Ismaele

Nel corso della settima lezione della Scuola elementare di scrittura emiliana (succursale di Bologna) abbiamo parlato di un libro del quale si è parlato molto, in rete, il libro dei fincipit, Sempre cara mi quest’ernia al colon, di Alessandro Bonino e Stefano Andreoli.
Chi lo conosce, non troverà nel seguito niente che non sappia già, chi non lo conosce deve sapere che il fincipit, se ho capito bene, è una pratica inventata da Alessandro Bonino e nominata da Stefano Andreoli che consiste nel prendere l’inizio di un libro o di una poesia o di una canzone famosa e nell’immaginare un seguito repentino e disastroso che provocherebbe la fine immediata di quell’opera o di quella canzone.
Dal libro, che ha la prefazione di Stefano Bartezzaghi, nel corso della settima lezione della Scuola elementare di scrittura emiliana (succursale di Bologna) abbiamo letto (più o meno) i fincipit seguenti:
Ei fu. Siccome immobile,
pagava l’ICI.
Chiamatemi Ismaele.
Che a me vede il numero sul cellulare e non risponde.
Non so che viso avesse,
neppure come si chiamava
mi spieghi come facevo ad andarlo a prendere in stazione?
Silvia, rimembri ancora
Ah no, c’hai l’Alzheimer.
Sempre caro mi fu quest’ermo colle,
aspetterò i saldi.
When I find myself in times of troubles,
Lexotan.
C’è una strana espressione nei tuoi occhi:
non ti sarai mica cagato addosso?
Alla fiera dell’Est, per due soldi, un topolino mio padre comprò.
Ma io l’avevo già letto.
Una rotonda sul mare
è mia sorella che nuota.
Respiri piano per non far rumore,
o sei proprio morta?
Ho visto le menti migliori della mia generazione
E ho pensato: “Andiam bene”.
Tanto gentile e tanto onesta pare,
invece non rilascia mai fattura.
Meriggiare pallido ‘a soreta.
Chiamatemi Ismaele.
- ISMAELEEEE!
La nebbia agli irti colli
piovigginando sale,
ma a me che me ne frega,
io vivo a Gatteo Mare.
E se domani io non potessi rivedere te,
fissiamo per dopodomani?
Tutti ormai lo chiamavano Don Ciccio. Anche se il suo vero nome era Ismaele.
Nel mezzo del cammin, tornai indietro.
[i fincipit sono opera di moltissime persone, che li hanno postati, come si dice (credo), sul blog di Alessandro Bonino, eiochemipensavo ]
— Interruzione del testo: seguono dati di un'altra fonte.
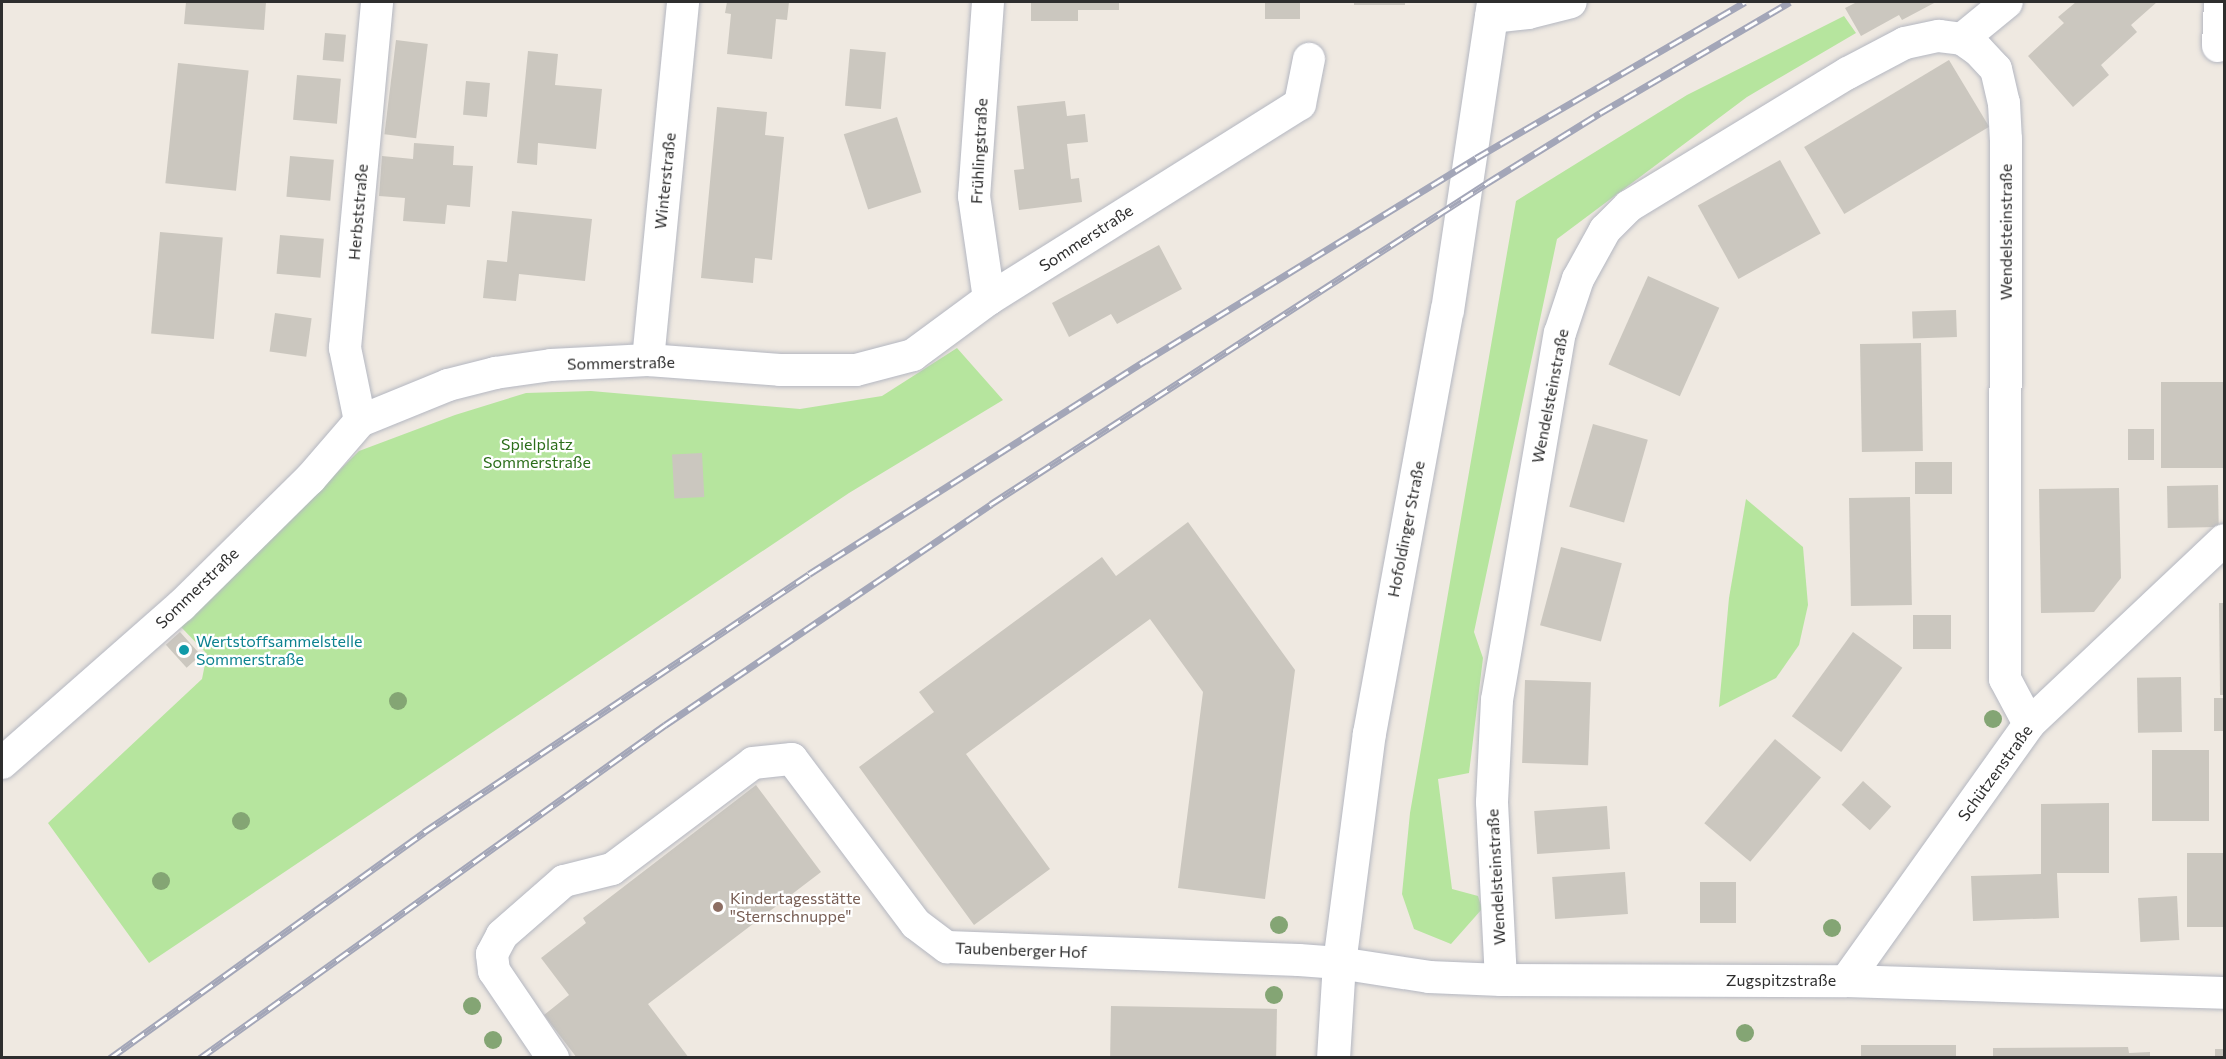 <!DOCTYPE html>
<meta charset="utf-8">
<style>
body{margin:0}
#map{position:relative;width:2226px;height:1059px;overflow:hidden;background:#efe9e1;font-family:Commissioner,sans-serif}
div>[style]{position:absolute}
.green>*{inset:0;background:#b6e59e}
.building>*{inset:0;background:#cbc7bf;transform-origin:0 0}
.roads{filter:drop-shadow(0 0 2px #b4b7c1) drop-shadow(0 0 2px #b4b7c1)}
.minor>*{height:32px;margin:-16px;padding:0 16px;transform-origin:16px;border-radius:16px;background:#fff}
.secondary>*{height:33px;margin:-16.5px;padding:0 16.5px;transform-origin:16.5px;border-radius:16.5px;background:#fff}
.rail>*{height:7px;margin-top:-3.5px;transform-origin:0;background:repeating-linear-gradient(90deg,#fff 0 14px,#a3a6b8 0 28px);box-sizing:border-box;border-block:2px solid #a3a6b8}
.trees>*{width:18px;height:18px;margin:-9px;border-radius:50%;background:#84a574}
.dots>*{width:16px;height:16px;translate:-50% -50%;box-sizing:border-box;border:3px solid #fff;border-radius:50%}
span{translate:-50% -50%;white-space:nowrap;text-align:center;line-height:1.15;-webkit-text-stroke:4.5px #fff;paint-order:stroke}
.street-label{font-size:16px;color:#2e2e2e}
.park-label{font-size:16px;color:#2c6e1b}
.culture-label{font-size:16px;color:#0d838f}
.left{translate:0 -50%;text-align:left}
.education-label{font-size:16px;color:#785e54}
.frame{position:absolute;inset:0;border:3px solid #2e2e2e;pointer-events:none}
</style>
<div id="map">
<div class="green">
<i style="clip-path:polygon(1844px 16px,1856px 33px,1747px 97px,1557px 239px,1474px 632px,1483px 658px,1469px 773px,1438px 779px,1452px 889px,1478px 896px,1482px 909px,1451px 944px,1414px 929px,1402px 894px,1410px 813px,1516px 201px,1687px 95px)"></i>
<i style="clip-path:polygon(957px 348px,1003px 400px,849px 493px,149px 963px,48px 823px,202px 679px,207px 654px,181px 627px,359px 451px,455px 415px,526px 393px,591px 391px,800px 409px,882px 396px)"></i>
<i style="clip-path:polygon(1746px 499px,1803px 547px,1808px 605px,1799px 645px,1776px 678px,1719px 707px,1729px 598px)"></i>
</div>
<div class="building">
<i style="clip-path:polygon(186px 2px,266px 2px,264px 30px,184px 24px)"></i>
<i style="clip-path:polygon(727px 2px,789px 2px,787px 20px,776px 19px,772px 59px,727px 54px,731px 14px,725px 13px)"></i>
<i style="clip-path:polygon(1031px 2px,1119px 2px,1119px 10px,1078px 10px,1078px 21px,1031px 21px)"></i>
<i style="left:1265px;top:2px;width:35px;height:17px"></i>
<i style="left:1354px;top:2px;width:51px;height:3px"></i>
<i style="clip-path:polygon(1857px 2px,1936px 2px,1902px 20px,1899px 15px,1861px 36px,1845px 8px)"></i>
<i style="clip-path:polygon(2076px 2px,2157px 2px,2131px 25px,2137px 32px,2101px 65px,2109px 75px,2073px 107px,2028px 56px,2064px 23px,2058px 17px)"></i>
<i style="left:325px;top:33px;width:21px;height:27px;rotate:5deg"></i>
<i style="left:396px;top:40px;width:32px;height:95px;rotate:7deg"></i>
<i style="left:850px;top:49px;width:36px;height:57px;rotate:5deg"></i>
<i style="clip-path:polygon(528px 51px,558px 54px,555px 85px,602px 89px,596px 149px,538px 143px,537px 165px,517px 163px)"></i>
<i style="left:1949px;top:60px;width:78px;height:169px;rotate:59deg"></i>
<i style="left:178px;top:63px;width:71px;height:121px;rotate:6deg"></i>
<i style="left:297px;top:75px;width:44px;height:45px;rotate:5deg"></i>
<i style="left:466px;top:81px;width:24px;height:34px;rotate:5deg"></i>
<i style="clip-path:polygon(1065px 101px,1067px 116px,1085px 114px,1088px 142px,1067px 144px,1071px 179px,1079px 178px,1082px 202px,1019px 210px,1014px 170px,1024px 169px,1017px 106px)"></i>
<i style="clip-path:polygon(717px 107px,767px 112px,765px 135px,784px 137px,772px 260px,755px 258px,753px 283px,701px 278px)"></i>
<i style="left:897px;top:117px;width:79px;height:56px;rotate:72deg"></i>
<i style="clip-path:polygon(414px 143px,454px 146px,453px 165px,473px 166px,470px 207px,447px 205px,445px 224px,403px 221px,405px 198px,379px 196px,382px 156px,413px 159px)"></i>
<i style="left:290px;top:156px;width:44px;height:41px;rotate:5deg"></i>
<i style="left:1780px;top:160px;width:84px;height:94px;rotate:61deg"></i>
<i style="clip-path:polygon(512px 211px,592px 219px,585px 281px,519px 274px,516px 301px,483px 298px,487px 260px,507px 262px)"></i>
<i style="left:160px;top:232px;width:63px;height:102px;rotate:5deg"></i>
<i style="left:280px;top:235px;width:44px;height:39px;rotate:5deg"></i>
<i style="clip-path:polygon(1159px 245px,1182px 289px,1117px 324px,1111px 314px,1069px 337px,1052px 303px)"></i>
<i style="left:1648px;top:276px;width:78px;height:97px;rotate:24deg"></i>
<i style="left:1956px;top:310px;width:27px;height:44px;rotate:88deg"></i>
<i style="left:275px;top:313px;width:37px;height:39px;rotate:8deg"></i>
<i style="left:1921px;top:343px;width:108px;height:61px;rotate:89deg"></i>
<i style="left:2224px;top:382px;width:86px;height:63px;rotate:90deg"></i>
<i style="left:1593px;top:424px;width:57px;height:86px;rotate:16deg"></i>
<i style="left:2128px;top:429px;width:26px;height:31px"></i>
<i style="left:702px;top:453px;width:44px;height:30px;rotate:87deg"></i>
<i style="left:1915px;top:462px;width:37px;height:32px"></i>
<i style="left:2218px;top:485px;width:42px;height:51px;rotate:89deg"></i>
<i style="clip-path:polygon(2119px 488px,2121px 578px,2094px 612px,2041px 613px,2039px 489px)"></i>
<i style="left:1910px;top:497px;width:108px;height:61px;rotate:89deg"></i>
<i style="clip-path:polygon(1188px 522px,1295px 670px,1265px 899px,1178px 888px,1203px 692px,1150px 619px,966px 754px,1050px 869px,974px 925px,859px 767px,934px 712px,919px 692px,1102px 557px,1116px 576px)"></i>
<i style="left:1561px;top:547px;width:63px;height:81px;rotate:15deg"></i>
<i style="clip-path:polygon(2219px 603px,2224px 603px,2224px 695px,2220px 695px)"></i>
<i style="left:1913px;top:615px;width:38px;height:34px"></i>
<i style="left:180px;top:632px;width:31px;height:19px;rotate:48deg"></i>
<i style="left:1853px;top:632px;width:61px;height:104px;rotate:36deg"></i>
<i style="left:2181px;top:677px;width:55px;height:44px;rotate:89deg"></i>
<i style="left:1525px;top:680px;width:66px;height:83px;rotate:2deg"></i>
<i style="left:2224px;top:698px;width:33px;height:10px;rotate:90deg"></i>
<i style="left:1775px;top:739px;width:60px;height:110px;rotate:40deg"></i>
<i style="left:2152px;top:750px;width:57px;height:71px"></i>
<i style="left:1863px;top:781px;width:38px;height:32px;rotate:42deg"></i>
<i style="clip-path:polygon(756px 785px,821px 872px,648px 1004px,689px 1058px,577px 1058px,544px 1015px,569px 995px,541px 958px,586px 923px,583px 918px)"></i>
<i style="clip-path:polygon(2109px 803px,2109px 873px,2057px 873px,2059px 918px,1973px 921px,1971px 876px,2041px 874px,2041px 804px)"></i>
<i style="left:1607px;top:806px;width:43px;height:73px;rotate:86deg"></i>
<i style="left:2187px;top:853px;width:37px;height:74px"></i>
<i style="left:1625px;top:872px;width:42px;height:73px;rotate:86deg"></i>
<i style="left:1700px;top:882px;width:36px;height:41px"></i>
<i style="left:2177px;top:896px;width:44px;height:39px;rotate:87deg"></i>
<i style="left:1111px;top:1006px;width:166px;height:52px;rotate:1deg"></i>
<i style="left:1861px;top:1045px;width:95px;height:13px"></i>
<i style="clip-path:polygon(2128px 1047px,2129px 1053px,2150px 1052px,2150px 1058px,1993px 1058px,1993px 1048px)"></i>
<i style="left:2215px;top:1049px;width:9px;height:9px"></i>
</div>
<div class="roads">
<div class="minor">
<i style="left:988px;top:2px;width:195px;rotate:94.1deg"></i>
<i style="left:974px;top:196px;width:104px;rotate:81.7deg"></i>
<i style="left:1491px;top:17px;width:37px;rotate:-6deg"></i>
<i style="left:1528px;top:13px;width:44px;rotate:-14.3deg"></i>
<i style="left:1962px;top:39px;width:58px;rotate:-39.4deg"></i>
<i style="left:2218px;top:46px;width:44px;rotate:-87.4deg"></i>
<i style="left:648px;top:360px;width:360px;rotate:-84.4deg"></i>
<i style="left:360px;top:421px;width:75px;rotate:-101.6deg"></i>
<i style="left:345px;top:348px;width:347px;rotate:-84.7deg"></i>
<i style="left:2px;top:763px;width:238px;rotate:-41.3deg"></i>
<i style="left:181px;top:606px;width:181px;rotate:-44.6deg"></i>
<i style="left:310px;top:479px;width:77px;rotate:-49.2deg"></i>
<i style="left:360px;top:421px;width:95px;rotate:-22.2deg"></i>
<i style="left:448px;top:385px;width:49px;rotate:-14.3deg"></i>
<i style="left:495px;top:373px;width:57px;rotate:-8.1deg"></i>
<i style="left:551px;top:365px;width:97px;rotate:-3deg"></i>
<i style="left:648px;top:360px;width:132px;rotate:4.3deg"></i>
<i style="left:780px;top:370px;width:76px"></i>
<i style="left:856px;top:370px;width:59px;rotate:-14.7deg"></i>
<i style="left:913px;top:355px;width:94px;rotate:-36.4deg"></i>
<i style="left:989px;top:299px;width:367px;rotate:-32.1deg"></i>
<i style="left:1300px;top:104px;width:46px;rotate:-78.7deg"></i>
<i style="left:1501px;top:980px;width:178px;rotate:-92.9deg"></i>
<i style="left:1492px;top:802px;width:102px;rotate:-87.2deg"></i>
<i style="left:1497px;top:700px;width:372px;rotate:-80.3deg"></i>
<i style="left:1560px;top:333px;width:57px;rotate:-71.6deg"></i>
<i style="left:1578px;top:279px;width:56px;rotate:-61.1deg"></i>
<i style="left:1605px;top:230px;width:34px;rotate:-45deg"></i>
<i style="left:1629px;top:206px;width:256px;rotate:-31.3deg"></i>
<i style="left:1848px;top:73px;width:64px;rotate:-27.8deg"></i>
<i style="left:1905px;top:43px;width:35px;rotate:-12deg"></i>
<i style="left:1939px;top:36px;width:23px;rotate:7deg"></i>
<i style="left:1962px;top:39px;width:19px;rotate:35deg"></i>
<i style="left:1978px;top:50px;width:26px;rotate:47deg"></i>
<i style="left:1996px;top:69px;width:35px;rotate:77deg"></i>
<i style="left:2004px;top:103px;width:36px;rotate:87deg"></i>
<i style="left:2006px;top:139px;width:540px;rotate:90.11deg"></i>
<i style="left:2005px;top:679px;width:51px;rotate:61.9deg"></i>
<i style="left:1846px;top:981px;width:315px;rotate:-54.5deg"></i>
<i style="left:2029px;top:724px;width:268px;rotate:-43.3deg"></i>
<i style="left:553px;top:1058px;width:105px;rotate:-124.1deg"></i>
<i style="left:494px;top:971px;width:17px;rotate:-97deg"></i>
<i style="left:492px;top:954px;width:21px;rotate:-62deg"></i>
<i style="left:502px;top:935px;width:82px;rotate:-41.1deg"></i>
<i style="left:564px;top:881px;width:49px;rotate:-14deg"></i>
<i style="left:612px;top:869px;width:176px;rotate:-36.9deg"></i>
<i style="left:753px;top:763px;width:39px;rotate:-6deg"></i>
<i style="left:792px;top:759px;width:206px;rotate:53.1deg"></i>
<i style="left:916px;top:924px;width:39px;rotate:37deg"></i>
<i style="left:947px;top:947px;width:352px;rotate:2.1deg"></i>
<i style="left:1299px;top:960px;width:40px;rotate:4.3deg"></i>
<i style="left:1339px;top:963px;width:91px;rotate:8.8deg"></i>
<i style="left:1429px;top:977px;width:72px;rotate:2.4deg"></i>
<i style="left:1501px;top:980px;width:345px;rotate:0.2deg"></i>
<i style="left:1846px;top:981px;width:378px;rotate:1.8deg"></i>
</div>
<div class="secondary">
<i style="left:1333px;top:1058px;width:95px;rotate:-86.4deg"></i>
<i style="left:1339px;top:963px;width:232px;rotate:-82.6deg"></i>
<i style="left:1369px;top:733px;width:430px;rotate:-79.6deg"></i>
<i style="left:1447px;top:310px;width:311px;rotate:-81.5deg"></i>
</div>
</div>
<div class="rail">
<i style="left:110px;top:1058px;width:387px;rotate:-35.7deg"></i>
<i style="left:424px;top:832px;width:463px;rotate:-33.8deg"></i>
<i style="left:809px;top:574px;width:398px;rotate:-32.4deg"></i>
<i style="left:1145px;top:361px;width:388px;rotate:-31.5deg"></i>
<i style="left:1476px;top:158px;width:311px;rotate:-30.1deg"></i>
<i style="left:200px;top:1058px;width:572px;rotate:-35.61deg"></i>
<i style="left:665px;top:725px;width:394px;rotate:-34.1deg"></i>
<i style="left:991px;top:504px;width:591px;rotate:-32.91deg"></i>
<i style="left:1487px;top:183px;width:133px;rotate:-31.8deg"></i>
<i style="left:1600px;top:113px;width:220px;rotate:-30.3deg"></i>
</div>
<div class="trees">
<i style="left:398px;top:701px"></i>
<i style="left:1993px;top:719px"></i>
<i style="left:241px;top:821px"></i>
<i style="left:161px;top:881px"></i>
<i style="left:1279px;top:925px"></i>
<i style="left:1832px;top:928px"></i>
<i style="left:1274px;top:995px"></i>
<i style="left:472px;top:1006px"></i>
<i style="left:1745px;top:1033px"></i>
<i style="left:493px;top:1040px"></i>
</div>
<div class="dots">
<i style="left:184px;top:650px;background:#0f9aa8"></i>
<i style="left:718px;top:907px;background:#8d6e63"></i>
</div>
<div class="street-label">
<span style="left:979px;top:151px;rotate:-87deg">Frühlingstraße</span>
<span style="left:665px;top:181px;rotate:-84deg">Winterstraße</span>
<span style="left:358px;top:212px;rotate:-85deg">Herbststraße</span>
<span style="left:2006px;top:232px;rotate:-90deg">Wendelsteinstraße</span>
<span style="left:1086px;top:238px;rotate:-33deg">Sommerstraße</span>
<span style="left:621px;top:363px;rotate:-1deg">Sommerstraße</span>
<span style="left:1550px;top:396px;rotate:-79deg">Wendelsteinstraße</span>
<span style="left:1406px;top:529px;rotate:-79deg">Hofoldinger Straße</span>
<span style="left:197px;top:588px;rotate:-44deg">Sommerstraße</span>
<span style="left:1995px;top:773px;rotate:-54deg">Schützenstraße</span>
<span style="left:1496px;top:877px;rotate:-93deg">Wendelsteinstraße</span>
<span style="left:1021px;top:950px;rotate:2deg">Taubenberger Hof</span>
<span style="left:1781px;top:980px">Zugspitzstraße</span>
</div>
<div class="park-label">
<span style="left:537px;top:453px">Spielplatz<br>Sommerstraße</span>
</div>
<div class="culture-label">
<span class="left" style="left:196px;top:650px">Wertstoffsammelstelle<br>Sommerstraße</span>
</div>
<div class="education-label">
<span class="left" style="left:730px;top:907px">Kindertagesstätte<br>"Sternschnuppe"</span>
</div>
<div class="frame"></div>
</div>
Quella di leggere passi da questo libro, se posso permettermi, è stata veramente una brillantissima idea
Nel mezzo del camin, quanta fuliggine!
Adesso aspetto Giancarlo, questo post è pane suo…
Già dato. Nel Fincipit ci son delle cose.
Per es. quella citata da Bartezzaghi nell’introduzione:
“Ecco, la musica è finita, gli amici se ne vanno e ora chi li lava tutti quei cazzo di bicchieri?”
Da extifoso del Napoli Basket (non esiste +)ricordo una memorabile partita contro Siena, durante la quale nell’ultimo quarto Napoli recuperò 18 punti grazie alle magie di un indimenticabile Mike Penberty. Questi, purtroppo, sbagiò il tiro ella vittoria e io su due piedi dissi al mio compagno di partite:
“Sono solo sul partquet,trafitto da un tiro da tre.
Ed è subito Siena.
Io ho capito solo qualche giorno fa che c’era anche il libro oltre che in rete, meglio tardi che mais come si dice. Provvederò…
..ai poster l’illustre pendenza..
Questo post qua mi sembra bellissimo.
Il mio fincipit preferito (che purtroppo non è mio):
“Seduto in quel caffè
io non pensavo a te
oh ausiliario del traffico”
Insomma, un libro che merita la 3a edizione.